DIRECTIONS FOR THIS TASK: All of the entries should be returned without a single change.

-------

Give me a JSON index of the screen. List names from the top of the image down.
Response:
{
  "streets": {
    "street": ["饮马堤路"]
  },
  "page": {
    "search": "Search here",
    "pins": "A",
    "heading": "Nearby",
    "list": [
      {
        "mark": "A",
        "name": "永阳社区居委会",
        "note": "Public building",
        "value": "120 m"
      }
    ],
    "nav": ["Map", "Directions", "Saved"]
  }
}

-------

RESPONSE:
Give me a JSON index of the screen. List names from the top of the image down.
Response:
{
  "streets": {
    "street": ["饮马堤路"]
  },
  "page": {
    "search": "Search here",
    "pins": "A",
    "heading": "Nearby",
    "list": [
      {
        "mark": "A",
        "name": "永阳社区居委会",
        "note": "Public building",
        "value": "120 m"
      }
    ],
    "nav": ["Map", "Directions", "Saved"]
  }
}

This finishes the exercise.